1兆円の“国家プロジェクト”はなぜ失敗したのか?MRJ関係者の証言
MRJを支えた下請けメーカーの苦悩と現実
一方、MRJに社運を賭けた会社も。1961年創業の「大起産業」(三重・桑名市)は、航空機の機体組み立てを請け負う会社で、その技術は世界からも高い評価を受けている。 三菱重工の下請けとして、胴体の一部や翼の付け根の部分の組み立てを担っていた大起産業は、MRJプロジェクトのため新たに60人を採用したが、まさかの開発中止で全員離職。 航空機事業部長の寺澤伸吾さんは、「みなさん魂を抜かれたみたいになってしまって…。飛行機が好きで会社に入ってきた人たちに応えられなかったということに、いまだに心が痛んでいる」と話し、内藤茂範社長も「MRJの時はやり切っていない。まだまだできるはず、やれることがあった。やっぱり不完全燃焼」と振り返る。
新戦略で‟再挑戦”!経済産業省の思惑
今年4月、政府はMRJの開発中止について分析し、4つの複合的要因があると公表した。1つ目と2つ目は、三菱航空機元社長の川井さんが指摘していた経験不足。3つ目に挙げたのは市場環境で、アメリカ市場の規制緩和を見越していたが、90席サイズに対する緩和が進まず、完成したとしてもビジネスとして不透明だったという。そして4つ目は、政府自ら自分たちを戒めた。経済産業省は民間企業一社に航空機開発を担わすのではなく、政府がもっと支援するべきだったと反省している。

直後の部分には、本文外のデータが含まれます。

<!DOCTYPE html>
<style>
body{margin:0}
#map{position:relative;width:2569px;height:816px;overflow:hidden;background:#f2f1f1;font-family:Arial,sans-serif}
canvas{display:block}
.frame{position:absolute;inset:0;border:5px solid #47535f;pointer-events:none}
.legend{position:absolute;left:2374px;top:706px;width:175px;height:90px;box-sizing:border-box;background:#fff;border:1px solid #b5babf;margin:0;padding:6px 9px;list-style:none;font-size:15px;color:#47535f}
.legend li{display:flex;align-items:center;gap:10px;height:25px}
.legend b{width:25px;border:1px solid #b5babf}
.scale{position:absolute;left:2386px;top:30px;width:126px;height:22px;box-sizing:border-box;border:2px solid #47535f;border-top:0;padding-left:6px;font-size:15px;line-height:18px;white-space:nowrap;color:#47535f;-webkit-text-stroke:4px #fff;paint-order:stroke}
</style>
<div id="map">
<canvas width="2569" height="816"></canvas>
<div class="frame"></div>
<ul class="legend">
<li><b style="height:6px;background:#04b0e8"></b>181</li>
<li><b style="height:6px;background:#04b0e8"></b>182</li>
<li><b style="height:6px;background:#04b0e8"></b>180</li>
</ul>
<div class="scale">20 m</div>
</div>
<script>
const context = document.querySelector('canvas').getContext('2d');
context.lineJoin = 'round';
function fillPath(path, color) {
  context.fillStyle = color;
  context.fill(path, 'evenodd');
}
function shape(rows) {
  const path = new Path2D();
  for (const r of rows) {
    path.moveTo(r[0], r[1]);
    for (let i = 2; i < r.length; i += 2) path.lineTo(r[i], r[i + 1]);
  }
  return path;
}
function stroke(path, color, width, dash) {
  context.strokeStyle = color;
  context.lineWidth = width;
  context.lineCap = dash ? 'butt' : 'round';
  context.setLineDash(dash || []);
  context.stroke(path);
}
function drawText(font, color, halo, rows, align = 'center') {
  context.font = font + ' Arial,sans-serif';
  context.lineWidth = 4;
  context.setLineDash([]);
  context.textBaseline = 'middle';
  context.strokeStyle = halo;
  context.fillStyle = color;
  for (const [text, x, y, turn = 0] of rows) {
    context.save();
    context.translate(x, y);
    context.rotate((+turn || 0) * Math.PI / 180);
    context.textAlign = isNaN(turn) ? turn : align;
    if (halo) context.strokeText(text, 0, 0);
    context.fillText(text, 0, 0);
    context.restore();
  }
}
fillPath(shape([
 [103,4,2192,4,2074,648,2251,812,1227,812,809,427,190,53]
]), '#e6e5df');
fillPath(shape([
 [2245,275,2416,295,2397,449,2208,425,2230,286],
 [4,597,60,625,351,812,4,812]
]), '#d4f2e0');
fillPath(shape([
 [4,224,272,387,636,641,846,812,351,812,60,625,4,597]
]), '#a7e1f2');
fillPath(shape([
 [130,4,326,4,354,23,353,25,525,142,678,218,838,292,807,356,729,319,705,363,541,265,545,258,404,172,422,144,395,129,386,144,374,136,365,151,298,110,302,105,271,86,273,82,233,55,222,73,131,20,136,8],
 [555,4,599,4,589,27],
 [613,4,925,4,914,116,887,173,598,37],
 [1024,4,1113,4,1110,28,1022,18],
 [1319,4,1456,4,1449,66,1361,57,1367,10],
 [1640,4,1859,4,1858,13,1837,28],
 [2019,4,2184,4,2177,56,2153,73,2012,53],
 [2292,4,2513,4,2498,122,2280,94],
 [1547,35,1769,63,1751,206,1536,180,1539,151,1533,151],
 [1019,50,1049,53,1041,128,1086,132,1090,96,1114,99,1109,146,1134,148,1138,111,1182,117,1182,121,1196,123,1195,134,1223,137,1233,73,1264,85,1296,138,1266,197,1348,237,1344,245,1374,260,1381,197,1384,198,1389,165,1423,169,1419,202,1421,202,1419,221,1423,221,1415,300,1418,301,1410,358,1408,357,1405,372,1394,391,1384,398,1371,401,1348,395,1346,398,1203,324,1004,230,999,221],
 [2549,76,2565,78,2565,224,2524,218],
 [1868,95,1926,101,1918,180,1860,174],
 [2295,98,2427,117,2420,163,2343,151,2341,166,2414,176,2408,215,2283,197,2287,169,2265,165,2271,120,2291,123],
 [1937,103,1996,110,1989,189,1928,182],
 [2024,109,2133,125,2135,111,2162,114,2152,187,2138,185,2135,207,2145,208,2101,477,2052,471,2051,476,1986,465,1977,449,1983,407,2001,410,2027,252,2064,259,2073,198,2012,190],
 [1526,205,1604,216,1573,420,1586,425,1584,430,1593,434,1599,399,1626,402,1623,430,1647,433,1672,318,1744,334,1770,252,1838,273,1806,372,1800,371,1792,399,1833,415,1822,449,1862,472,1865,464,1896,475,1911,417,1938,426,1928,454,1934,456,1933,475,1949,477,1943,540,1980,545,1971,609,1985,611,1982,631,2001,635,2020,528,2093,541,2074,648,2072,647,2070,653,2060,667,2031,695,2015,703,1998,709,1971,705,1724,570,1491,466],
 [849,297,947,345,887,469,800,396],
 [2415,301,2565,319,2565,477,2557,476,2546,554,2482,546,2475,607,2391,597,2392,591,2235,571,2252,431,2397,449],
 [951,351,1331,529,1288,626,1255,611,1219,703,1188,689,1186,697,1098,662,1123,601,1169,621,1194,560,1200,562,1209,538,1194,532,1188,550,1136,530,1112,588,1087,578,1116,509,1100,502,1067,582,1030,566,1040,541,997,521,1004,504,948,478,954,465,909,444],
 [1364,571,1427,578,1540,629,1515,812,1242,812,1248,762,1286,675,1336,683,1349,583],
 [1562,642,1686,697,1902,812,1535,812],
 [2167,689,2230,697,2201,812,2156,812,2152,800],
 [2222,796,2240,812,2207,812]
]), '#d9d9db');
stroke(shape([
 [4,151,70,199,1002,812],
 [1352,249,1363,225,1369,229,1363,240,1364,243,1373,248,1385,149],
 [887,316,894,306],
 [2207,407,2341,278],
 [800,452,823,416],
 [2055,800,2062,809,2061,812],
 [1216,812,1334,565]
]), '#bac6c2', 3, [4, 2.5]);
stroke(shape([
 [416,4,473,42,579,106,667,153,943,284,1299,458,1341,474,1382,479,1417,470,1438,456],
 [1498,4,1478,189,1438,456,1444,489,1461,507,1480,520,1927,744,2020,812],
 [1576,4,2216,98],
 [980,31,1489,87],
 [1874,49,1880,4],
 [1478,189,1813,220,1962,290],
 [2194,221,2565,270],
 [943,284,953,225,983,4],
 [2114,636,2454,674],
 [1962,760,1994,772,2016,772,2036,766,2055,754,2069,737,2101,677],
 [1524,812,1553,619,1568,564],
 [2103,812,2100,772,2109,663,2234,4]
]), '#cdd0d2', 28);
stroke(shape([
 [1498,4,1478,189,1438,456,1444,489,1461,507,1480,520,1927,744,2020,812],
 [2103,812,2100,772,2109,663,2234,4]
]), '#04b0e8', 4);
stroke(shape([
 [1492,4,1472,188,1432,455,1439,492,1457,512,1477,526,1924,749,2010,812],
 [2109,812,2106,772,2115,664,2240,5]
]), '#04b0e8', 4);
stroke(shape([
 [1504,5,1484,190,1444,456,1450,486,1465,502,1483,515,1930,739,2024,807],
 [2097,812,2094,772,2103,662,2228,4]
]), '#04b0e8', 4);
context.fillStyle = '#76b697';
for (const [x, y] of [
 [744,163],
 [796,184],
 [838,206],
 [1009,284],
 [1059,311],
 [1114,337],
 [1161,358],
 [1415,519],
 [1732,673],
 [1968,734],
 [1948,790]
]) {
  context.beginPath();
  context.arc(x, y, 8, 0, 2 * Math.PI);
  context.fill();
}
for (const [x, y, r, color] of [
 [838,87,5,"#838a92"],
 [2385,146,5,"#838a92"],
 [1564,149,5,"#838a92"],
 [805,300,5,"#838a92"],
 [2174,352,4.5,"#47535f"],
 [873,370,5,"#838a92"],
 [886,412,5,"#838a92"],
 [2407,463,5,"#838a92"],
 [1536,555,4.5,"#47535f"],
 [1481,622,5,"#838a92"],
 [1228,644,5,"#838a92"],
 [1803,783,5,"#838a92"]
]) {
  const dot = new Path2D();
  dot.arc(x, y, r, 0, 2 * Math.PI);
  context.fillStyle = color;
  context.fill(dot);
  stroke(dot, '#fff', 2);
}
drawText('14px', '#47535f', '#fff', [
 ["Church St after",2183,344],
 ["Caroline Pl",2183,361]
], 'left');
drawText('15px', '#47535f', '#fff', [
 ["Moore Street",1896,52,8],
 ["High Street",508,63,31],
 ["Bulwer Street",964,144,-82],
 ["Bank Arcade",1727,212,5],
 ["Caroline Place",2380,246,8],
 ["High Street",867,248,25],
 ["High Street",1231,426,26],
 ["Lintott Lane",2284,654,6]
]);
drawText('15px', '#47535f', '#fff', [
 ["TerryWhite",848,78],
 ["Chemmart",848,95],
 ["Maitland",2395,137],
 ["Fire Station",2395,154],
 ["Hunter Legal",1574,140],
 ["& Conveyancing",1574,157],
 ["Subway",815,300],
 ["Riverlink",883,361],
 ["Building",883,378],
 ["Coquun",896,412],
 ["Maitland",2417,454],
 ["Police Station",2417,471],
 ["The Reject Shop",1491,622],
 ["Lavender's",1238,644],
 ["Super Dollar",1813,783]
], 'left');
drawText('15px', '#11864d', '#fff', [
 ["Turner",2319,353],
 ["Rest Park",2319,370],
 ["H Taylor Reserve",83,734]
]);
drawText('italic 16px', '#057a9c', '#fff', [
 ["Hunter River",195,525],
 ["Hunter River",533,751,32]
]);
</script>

MRJの開発中止から1年…政府は航空産業の新たな戦略を打ち出した。今までの飛行機とは違う、水素などを燃料とするジェット機に5兆円の巨額を投資する国家プロジェクトを発表したのだ。 経済産業省 航空機武器産業課 課長・呉村益生さんは、「MRJはものづくりに負けたわけではない。最終的に国際的なビジネスとして完遂できなかったことが大きな原因。2035年に向けて完遂機事業をつくっていく。大きなグランドデザインとして描いている」話す。 6月。兵庫・神戸市で開催された国際展示会「エンジンフォーラム神戸」には、ホンダや川崎重工など250社が出展。呉村さんは集まった航空機産業の関係者に向けて、「航空機産業は大きなゲームチェンジを迎えて、100年に一度の大きな変革期に来ている。日本としては、産業界の力を結集しながら新しい機体開発に貢献して、もう一段、二段、産業競争力を上げていきたい」と訴えた。 呉村さんはなるべく多くのブースを見て回り、日本の航空産業の持つ強みを改めて感じていた。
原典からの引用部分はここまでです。